Prompt:
Of the lines in the data below, write out exactly those from the one holding "Map reading. Serialize" through the one holding "Quick job: Give", both included.

Records from a dataset:
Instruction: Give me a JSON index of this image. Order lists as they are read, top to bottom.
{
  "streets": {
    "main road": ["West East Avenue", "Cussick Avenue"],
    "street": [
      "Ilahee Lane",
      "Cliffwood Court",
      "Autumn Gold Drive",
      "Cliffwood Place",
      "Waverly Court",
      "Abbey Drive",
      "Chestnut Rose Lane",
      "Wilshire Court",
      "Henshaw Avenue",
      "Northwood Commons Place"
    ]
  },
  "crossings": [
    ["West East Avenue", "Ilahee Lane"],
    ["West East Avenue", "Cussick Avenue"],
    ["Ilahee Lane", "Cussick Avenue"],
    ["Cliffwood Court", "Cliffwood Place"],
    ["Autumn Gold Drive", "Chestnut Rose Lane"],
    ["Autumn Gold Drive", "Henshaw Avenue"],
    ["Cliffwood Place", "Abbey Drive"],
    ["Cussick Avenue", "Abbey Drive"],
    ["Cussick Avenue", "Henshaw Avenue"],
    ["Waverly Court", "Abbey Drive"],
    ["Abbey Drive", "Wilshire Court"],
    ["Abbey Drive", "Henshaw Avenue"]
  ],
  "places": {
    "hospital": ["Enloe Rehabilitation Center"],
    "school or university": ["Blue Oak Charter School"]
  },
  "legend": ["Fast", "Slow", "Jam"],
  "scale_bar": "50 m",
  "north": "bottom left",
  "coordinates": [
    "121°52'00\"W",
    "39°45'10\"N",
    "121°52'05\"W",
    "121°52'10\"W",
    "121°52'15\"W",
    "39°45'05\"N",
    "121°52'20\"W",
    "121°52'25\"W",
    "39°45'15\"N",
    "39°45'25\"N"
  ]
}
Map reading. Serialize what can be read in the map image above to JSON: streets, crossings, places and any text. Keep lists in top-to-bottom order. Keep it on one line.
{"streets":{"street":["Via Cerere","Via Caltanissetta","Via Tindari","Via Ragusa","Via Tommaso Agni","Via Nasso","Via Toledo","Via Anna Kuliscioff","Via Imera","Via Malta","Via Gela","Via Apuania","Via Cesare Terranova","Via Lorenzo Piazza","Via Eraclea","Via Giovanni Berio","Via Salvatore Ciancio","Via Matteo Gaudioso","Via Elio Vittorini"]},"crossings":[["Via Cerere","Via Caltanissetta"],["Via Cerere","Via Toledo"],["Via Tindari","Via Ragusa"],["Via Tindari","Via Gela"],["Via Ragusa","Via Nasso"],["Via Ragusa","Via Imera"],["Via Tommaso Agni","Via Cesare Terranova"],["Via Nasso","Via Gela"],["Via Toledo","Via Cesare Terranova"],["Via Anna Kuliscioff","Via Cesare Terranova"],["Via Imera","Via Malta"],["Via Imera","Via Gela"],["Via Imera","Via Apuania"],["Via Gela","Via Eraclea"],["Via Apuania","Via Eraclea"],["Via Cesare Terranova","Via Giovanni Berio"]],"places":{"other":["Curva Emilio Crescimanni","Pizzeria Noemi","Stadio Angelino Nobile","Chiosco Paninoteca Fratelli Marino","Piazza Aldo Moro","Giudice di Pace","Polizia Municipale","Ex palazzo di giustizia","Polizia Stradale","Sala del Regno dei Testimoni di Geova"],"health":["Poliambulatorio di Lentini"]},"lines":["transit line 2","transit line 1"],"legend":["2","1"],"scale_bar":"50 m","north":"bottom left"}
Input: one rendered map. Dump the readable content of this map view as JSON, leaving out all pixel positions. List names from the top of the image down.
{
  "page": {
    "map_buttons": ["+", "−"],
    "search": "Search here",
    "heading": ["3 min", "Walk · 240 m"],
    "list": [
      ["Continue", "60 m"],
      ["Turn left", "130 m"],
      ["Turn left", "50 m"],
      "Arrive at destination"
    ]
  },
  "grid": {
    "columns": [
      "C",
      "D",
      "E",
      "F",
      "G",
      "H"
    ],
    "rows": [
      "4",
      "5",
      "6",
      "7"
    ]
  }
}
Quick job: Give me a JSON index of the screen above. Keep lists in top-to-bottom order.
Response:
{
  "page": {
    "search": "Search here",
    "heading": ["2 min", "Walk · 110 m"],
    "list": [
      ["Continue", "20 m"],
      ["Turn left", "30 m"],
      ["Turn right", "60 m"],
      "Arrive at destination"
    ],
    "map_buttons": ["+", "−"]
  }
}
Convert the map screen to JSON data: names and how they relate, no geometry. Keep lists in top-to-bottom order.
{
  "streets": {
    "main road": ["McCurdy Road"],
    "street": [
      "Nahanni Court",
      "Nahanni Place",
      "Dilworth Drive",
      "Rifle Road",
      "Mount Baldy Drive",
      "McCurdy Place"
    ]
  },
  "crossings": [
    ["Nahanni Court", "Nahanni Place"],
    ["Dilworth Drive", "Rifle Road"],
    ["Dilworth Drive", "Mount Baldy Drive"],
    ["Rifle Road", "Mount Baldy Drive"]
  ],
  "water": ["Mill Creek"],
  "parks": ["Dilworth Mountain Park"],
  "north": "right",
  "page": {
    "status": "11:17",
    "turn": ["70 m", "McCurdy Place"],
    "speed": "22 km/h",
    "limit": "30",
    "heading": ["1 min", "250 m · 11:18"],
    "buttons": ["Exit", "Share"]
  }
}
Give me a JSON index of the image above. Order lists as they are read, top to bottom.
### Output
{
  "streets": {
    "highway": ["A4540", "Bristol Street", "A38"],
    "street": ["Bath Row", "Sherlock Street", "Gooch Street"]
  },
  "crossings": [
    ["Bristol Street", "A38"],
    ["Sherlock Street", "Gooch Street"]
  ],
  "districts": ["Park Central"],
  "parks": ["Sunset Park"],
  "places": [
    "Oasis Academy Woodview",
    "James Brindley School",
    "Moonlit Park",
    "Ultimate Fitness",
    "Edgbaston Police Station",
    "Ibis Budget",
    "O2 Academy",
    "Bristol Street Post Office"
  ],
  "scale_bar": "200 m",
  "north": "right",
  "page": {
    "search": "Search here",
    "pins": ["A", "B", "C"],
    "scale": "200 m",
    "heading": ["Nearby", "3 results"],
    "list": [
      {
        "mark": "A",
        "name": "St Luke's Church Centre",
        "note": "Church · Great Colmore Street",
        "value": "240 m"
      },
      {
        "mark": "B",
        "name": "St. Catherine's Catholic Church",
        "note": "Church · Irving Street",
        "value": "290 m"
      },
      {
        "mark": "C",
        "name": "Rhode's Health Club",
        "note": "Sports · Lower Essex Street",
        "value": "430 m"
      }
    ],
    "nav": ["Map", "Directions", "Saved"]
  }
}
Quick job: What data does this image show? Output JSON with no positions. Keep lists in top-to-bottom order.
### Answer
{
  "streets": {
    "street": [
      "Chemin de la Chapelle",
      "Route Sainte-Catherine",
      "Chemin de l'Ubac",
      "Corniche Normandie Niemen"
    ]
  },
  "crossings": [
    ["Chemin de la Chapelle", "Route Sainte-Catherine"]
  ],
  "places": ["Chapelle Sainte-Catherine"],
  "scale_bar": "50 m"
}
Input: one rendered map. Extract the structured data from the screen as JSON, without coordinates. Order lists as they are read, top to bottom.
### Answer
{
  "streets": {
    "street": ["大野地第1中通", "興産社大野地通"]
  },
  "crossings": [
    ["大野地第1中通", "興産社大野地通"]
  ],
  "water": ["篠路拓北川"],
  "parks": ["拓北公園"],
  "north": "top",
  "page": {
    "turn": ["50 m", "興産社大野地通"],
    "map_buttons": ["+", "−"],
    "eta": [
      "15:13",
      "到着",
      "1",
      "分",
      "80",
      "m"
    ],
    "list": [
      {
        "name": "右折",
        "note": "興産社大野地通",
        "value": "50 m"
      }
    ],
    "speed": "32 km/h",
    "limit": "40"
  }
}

Result of the task:
Map reading. Serialize what can be read in the map image above to JSON: streets, crossings, places and any text. Keep lists in top-to-bottom order. Keep it on one line.
{"streets":{"street":["Via Cerere","Via Caltanissetta","Via Tindari","Via Ragusa","Via Tommaso Agni","Via Nasso","Via Toledo","Via Anna Kuliscioff","Via Imera","Via Malta","Via Gela","Via Apuania","Via Cesare Terranova","Via Lorenzo Piazza","Via Eraclea","Via Giovanni Berio","Via Salvatore Ciancio","Via Matteo Gaudioso","Via Elio Vittorini"]},"crossings":[["Via Cerere","Via Caltanissetta"],["Via Cerere","Via Toledo"],["Via Tindari","Via Ragusa"],["Via Tindari","Via Gela"],["Via Ragusa","Via Nasso"],["Via Ragusa","Via Imera"],["Via Tommaso Agni","Via Cesare Terranova"],["Via Nasso","Via Gela"],["Via Toledo","Via Cesare Terranova"],["Via Anna Kuliscioff","Via Cesare Terranova"],["Via Imera","Via Malta"],["Via Imera","Via Gela"],["Via Imera","Via Apuania"],["Via Gela","Via Eraclea"],["Via Apuania","Via Eraclea"],["Via Cesare Terranova","Via Giovanni Berio"]],"places":{"other":["Curva Emilio Crescimanni","Pizzeria Noemi","Stadio Angelino Nobile","Chiosco Paninoteca Fratelli Marino","Piazza Aldo Moro","Giudice di Pace","Polizia Municipale","Ex palazzo di giustizia","Polizia Stradale","Sala del Regno dei Testimoni di Geova"],"health":["Poliambulatorio di Lentini"]},"lines":["transit line 2","transit line 1"],"legend":["2","1"],"scale_bar":"50 m","north":"bottom left"}
Input: one rendered map. Dump the readable content of this map view as JSON, leaving out all pixel positions. List names from the top of the image down.
{
  "page": {
    "map_buttons": ["+", "−"],
    "search": "Search here",
    "heading": ["3 min", "Walk · 240 m"],
    "list": [
      ["Continue", "60 m"],
      ["Turn left", "130 m"],
      ["Turn left", "50 m"],
      "Arrive at destination"
    ]
  },
  "grid": {
    "columns": [
      "C",
      "D",
      "E",
      "F",
      "G",
      "H"
    ],
    "rows": [
      "4",
      "5",
      "6",
      "7"
    ]
  }
}
Quick job: Give me a JSON index of the screen above. Keep lists in top-to-bottom order.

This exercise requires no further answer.